Beautiful mischief is maybe the only way one could describe a life that takes at the same time that it gives. The word “mischief” calls to mind the mess a toddler makes, this wayward compilation of mistakes that sometimes end in joy and sometimes end in pain, but never truly end in a way that makes you blame the child. You blame the circumstance, or the timing. You blame the way things played out, the happenstance of it all, but — because you are in love — you have to find just a little bit of beauty in it all. It makes me think sometimes that, if there is a god, such a god might be a child — somewhere out there, stringing us along the wide line of their mischief, toying with us so that we might find some wonder in it all.
Which makes me think: the other day, in the AP Language and Composition class I teach, I had assigned an old essay prompt from the AP exam. It was a fun one — at least I thought — and it asked students to make an argument about what they considered to be the most overrated concept or idea or thing in the world. When I first saw the prompt, I immediately thought: adulthood. Why celebrate this grand testament of age when it so often drains us of our wonder?
The counterpoint to such a question might be today’s poem by Tess Gallagher (and so many other poems, as well). I’m struck by so much of it: its occasion, its length. But most of all, I’m struck by the fact that the image it presents exists in a kind of haze. The speaker is watching through “low valley mist.” The horses are “barely moving.” What is described is described essentially in outline: “the dip / of the back.” And then, the result of such a haze is pure exclamation: “this body! the mist!”

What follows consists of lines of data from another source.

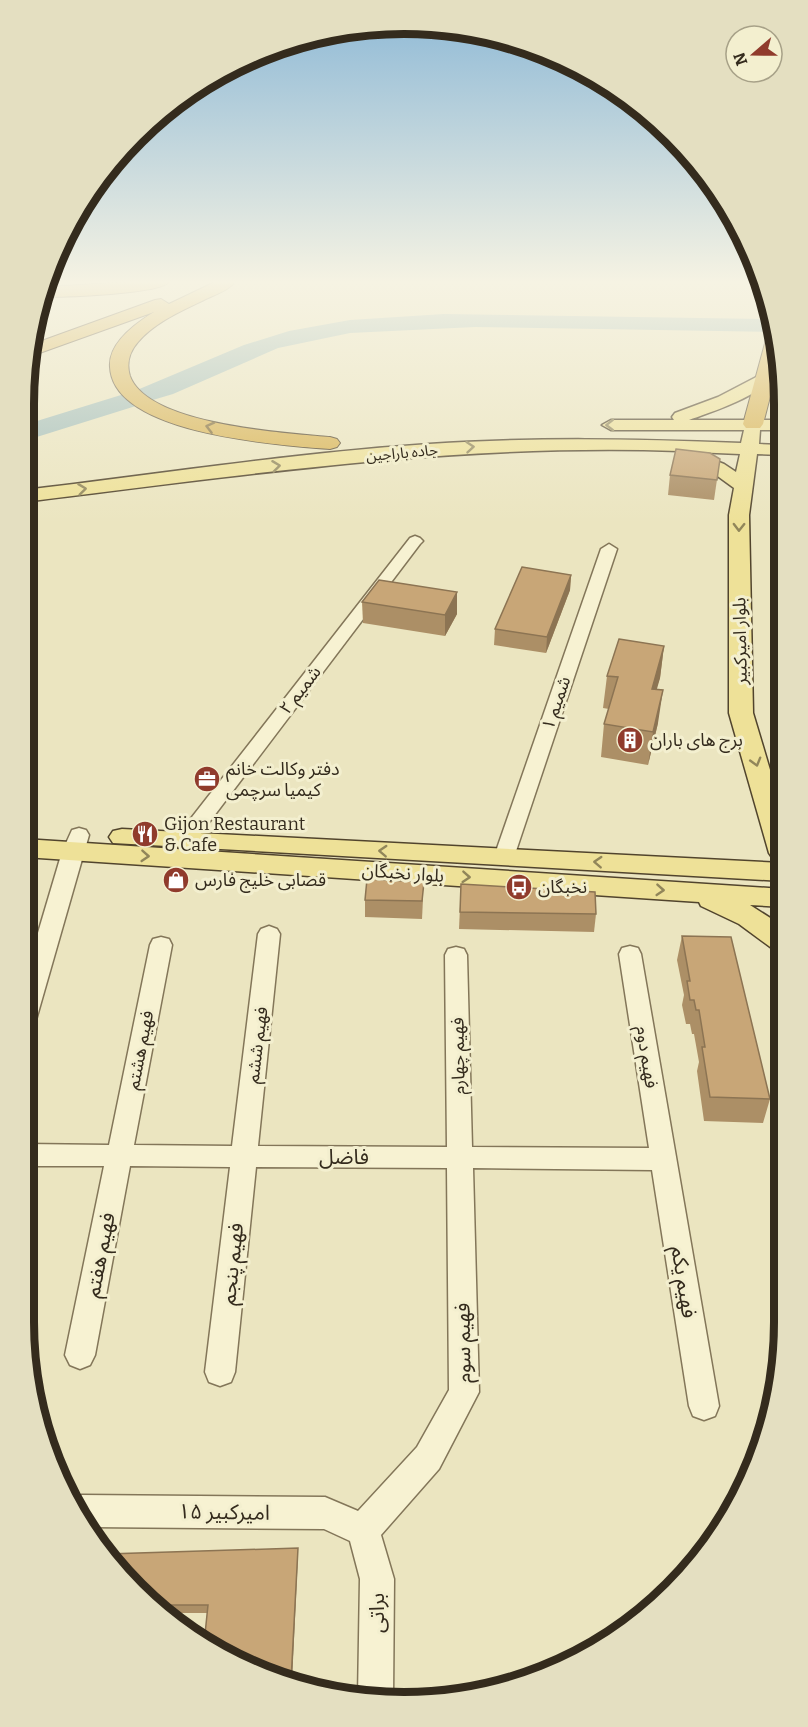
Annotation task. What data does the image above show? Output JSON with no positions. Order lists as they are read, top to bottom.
{
  "streets": {
    "main road": ["جاده باراجین", "بلوار امیرکبیر", "بلوار نخبگان"],
    "street": [
      "شمیم ۲",
      "شمیم ۱",
      "فهیم ششم",
      "فهیم هشتم",
      "فهیم چهارم",
      "فهیم دوم",
      "فاضل",
      "فهیم هفتم",
      "فهیم پنجم",
      "فهیم یکم",
      "فهیم سوم",
      "امیرکبیر ۱۵",
      "براتی"
    ]
  },
  "crossings": [
    ["جاده باراجین", "بلوار امیرکبیر"],
    ["شمیم ۲", "بلوار نخبگان"],
    ["شمیم ۱", "بلوار نخبگان"],
    ["فهیم ششم", "فاضل"],
    ["فهیم ششم", "فهیم پنجم"],
    ["فهیم هشتم", "فاضل"],
    ["فهیم هشتم", "فهیم هفتم"],
    ["فهیم چهارم", "فاضل"],
    ["فهیم چهارم", "فهیم سوم"],
    ["فهیم دوم", "فاضل"],
    ["فهیم دوم", "فهیم یکم"],
    ["فاضل", "فهیم هفتم"],
    ["فاضل", "فهیم پنجم"],
    ["فاضل", "فهیم یکم"],
    ["فاضل", "فهیم سوم"],
    ["فهیم سوم", "امیرکبیر ۱۵"],
    ["فهیم سوم", "براتی"],
    ["امیرکبیر ۱۵", "براتی"]
  ],
  "one_way": ["بلوار امیرکبیر"],
  "places": {
    "building": ["برج های باران"],
    "office": ["دفتر وکالت خانم کیمیا سرچمی"],
    "restaurant": ["Gijon Restaurant & Cafe"],
    "shop": ["قصابی خلیج فارس"],
    "bus stop": ["نخبگان"]
  },
  "north": "left"
}
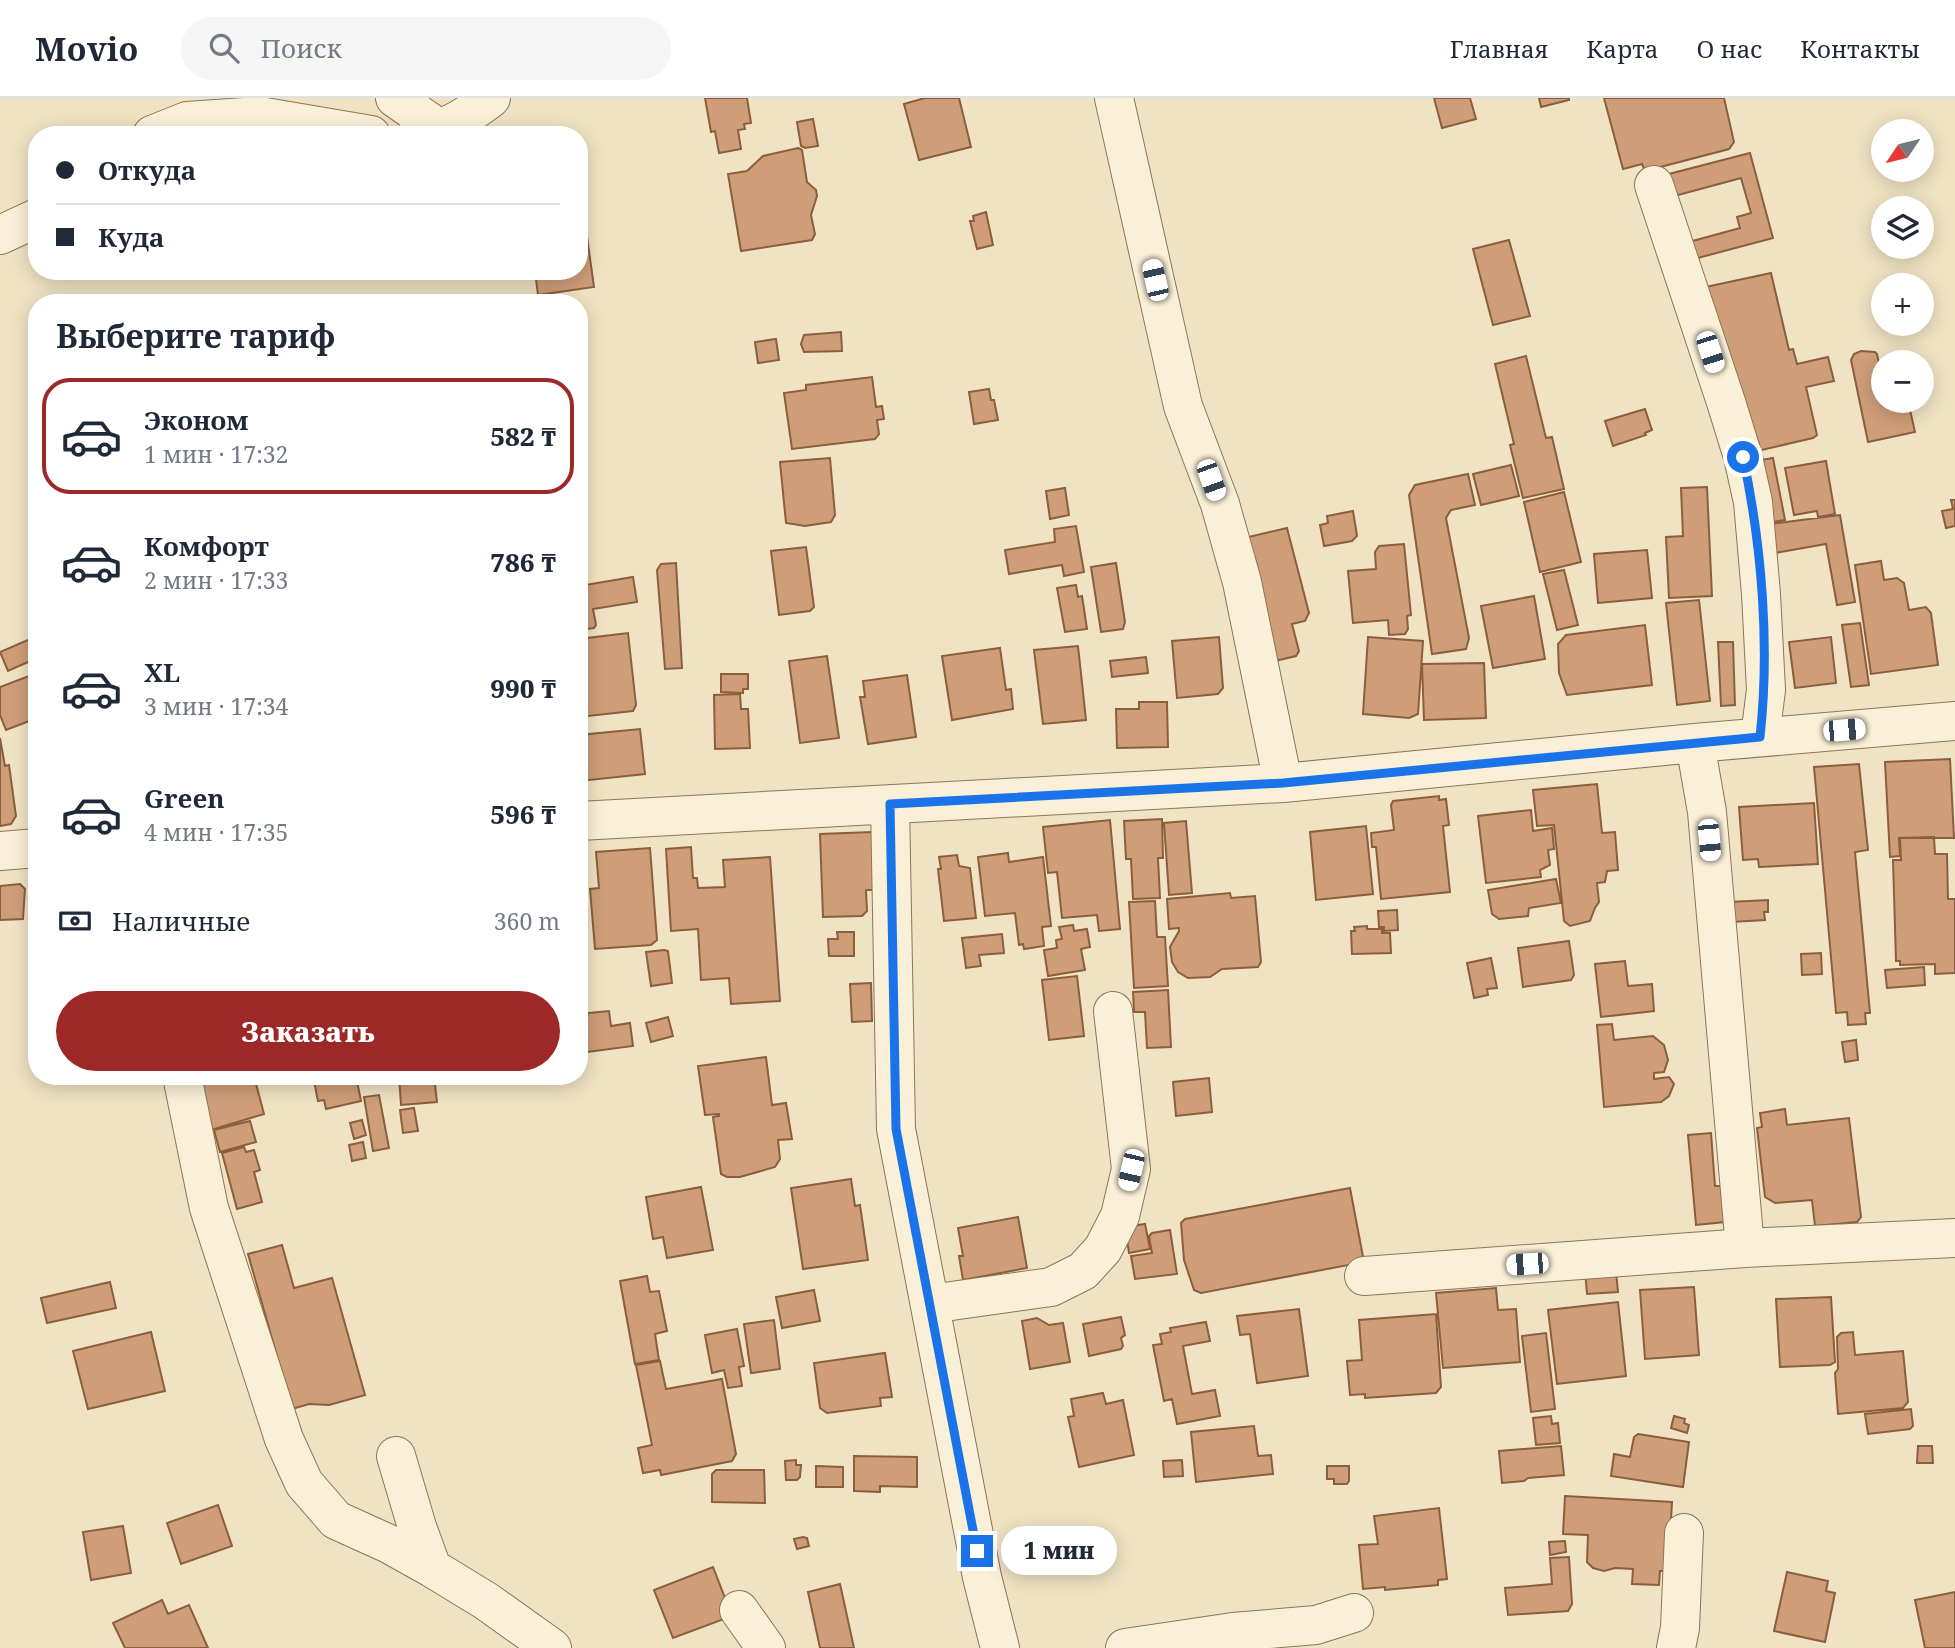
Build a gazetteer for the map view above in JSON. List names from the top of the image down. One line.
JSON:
{"north":"bottom left","page":{"header":"Movio","search":"Поиск","nav":["Главная","Карта","О нас","Контакты"],"map_buttons":["+","−"],"banner":["Откуда","Куда"],"heading":"Выберите тариф","list":[{"name":"Эконом","note":"1 мин · 17:32","value":"582 ₸"},{"name":"Комфорт","note":"2 мин · 17:33","value":"786 ₸"},{"name":"XL","note":"3 мин · 17:34","value":"990 ₸"},{"name":"Green","note":"4 мин · 17:35","value":"596 ₸"}],"pay":["Наличные","360 m"],"buttons":"Заказать","bubble":"1 мин"}}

One might say that the hazy mist serves as a metaphor for the fog of grief, the way one feels in the aftermath of loss, when sharpness turns vague, and all is a little bit blurry with the weight of what is gone. But I don’t think such a metaphor even needs to apply. I think the beauty of Gallagher’s poem is the way in which she seems to be saying that we don’t need to see the whole picture of anything in order to be astounded. At the end of the poem, Gallagher’s speaker isn’t just praising the physical forms of the world; she’s also praising the mist itself. The poem is an acknowledgement that sometimes it is beautiful to stand without complete understanding. Sometimes not knowing is the greatest wonder of all.
Such a sentiment reminds me of a favorite Jim Harrison poem, “Water.” In it, he writes:
There are conclusions
to be drawn but I can’t do it anymore.
Harrison’s poem has a tinge of resignation, but I don’t know if that’s the main point. It seems that Harrison’s speaker wants to live in the ongoing truth of where he lives, rather than attempt to extend meaning into the uninhabitable future, where he will never find himself. It’s not that there’s no truth out there; it’s that there’s enough truth here, in the presentness — where he is surrounded by surrounded by “pink, red, white / hollyhocks in the yard” — for him to find something approaching beauty, or love, or the simple but hard-to-find appreciation of being alive.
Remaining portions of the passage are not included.